[Start of section]

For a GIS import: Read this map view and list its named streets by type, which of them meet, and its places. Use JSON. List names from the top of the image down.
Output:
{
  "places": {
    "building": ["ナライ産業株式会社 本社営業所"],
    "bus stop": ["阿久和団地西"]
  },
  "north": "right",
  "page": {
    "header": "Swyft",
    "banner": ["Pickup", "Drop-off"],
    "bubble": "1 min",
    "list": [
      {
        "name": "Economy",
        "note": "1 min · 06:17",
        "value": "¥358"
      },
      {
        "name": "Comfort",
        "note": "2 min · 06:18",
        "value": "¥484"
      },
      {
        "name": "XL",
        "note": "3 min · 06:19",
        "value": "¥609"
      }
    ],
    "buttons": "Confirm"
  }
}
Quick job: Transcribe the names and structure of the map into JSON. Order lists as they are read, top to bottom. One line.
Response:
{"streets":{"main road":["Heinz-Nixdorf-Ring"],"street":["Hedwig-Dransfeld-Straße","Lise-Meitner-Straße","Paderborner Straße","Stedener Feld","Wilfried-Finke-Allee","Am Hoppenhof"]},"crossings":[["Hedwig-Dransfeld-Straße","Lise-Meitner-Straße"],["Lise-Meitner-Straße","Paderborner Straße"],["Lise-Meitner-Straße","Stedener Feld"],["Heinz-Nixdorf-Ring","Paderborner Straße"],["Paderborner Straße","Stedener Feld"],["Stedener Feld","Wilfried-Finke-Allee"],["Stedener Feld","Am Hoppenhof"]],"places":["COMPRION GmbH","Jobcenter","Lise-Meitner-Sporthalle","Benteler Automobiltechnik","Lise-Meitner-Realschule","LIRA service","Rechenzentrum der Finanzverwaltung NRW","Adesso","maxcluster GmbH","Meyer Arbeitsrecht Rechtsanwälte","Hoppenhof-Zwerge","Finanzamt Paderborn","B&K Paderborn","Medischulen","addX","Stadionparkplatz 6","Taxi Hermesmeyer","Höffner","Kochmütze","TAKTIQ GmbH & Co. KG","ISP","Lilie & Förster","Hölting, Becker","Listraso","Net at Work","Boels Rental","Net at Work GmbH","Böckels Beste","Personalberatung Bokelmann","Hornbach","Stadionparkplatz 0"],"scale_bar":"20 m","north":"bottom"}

[End of section]

#### EXERCISE GOAL
Beginning with the line in which "Quick job: Transcribe" appears, print each remaining line of the listing exactly, the last line included.

#### RESPONSE TO THE EXERCISE
Quick job: Transcribe the names and structure of the map into JSON. Order lists as they are read, top to bottom. One line.
Response:
{"streets":{"main road":["Heinz-Nixdorf-Ring"],"street":["Hedwig-Dransfeld-Straße","Lise-Meitner-Straße","Paderborner Straße","Stedener Feld","Wilfried-Finke-Allee","Am Hoppenhof"]},"crossings":[["Hedwig-Dransfeld-Straße","Lise-Meitner-Straße"],["Lise-Meitner-Straße","Paderborner Straße"],["Lise-Meitner-Straße","Stedener Feld"],["Heinz-Nixdorf-Ring","Paderborner Straße"],["Paderborner Straße","Stedener Feld"],["Stedener Feld","Wilfried-Finke-Allee"],["Stedener Feld","Am Hoppenhof"]],"places":["COMPRION GmbH","Jobcenter","Lise-Meitner-Sporthalle","Benteler Automobiltechnik","Lise-Meitner-Realschule","LIRA service","Rechenzentrum der Finanzverwaltung NRW","Adesso","maxcluster GmbH","Meyer Arbeitsrecht Rechtsanwälte","Hoppenhof-Zwerge","Finanzamt Paderborn","B&K Paderborn","Medischulen","addX","Stadionparkplatz 6","Taxi Hermesmeyer","Höffner","Kochmütze","TAKTIQ GmbH & Co. KG","ISP","Lilie & Förster","Hölting, Becker","Listraso","Net at Work","Boels Rental","Net at Work GmbH","Böckels Beste","Personalberatung Bokelmann","Hornbach","Stadionparkplatz 0"],"scale_bar":"20 m","north":"bottom"}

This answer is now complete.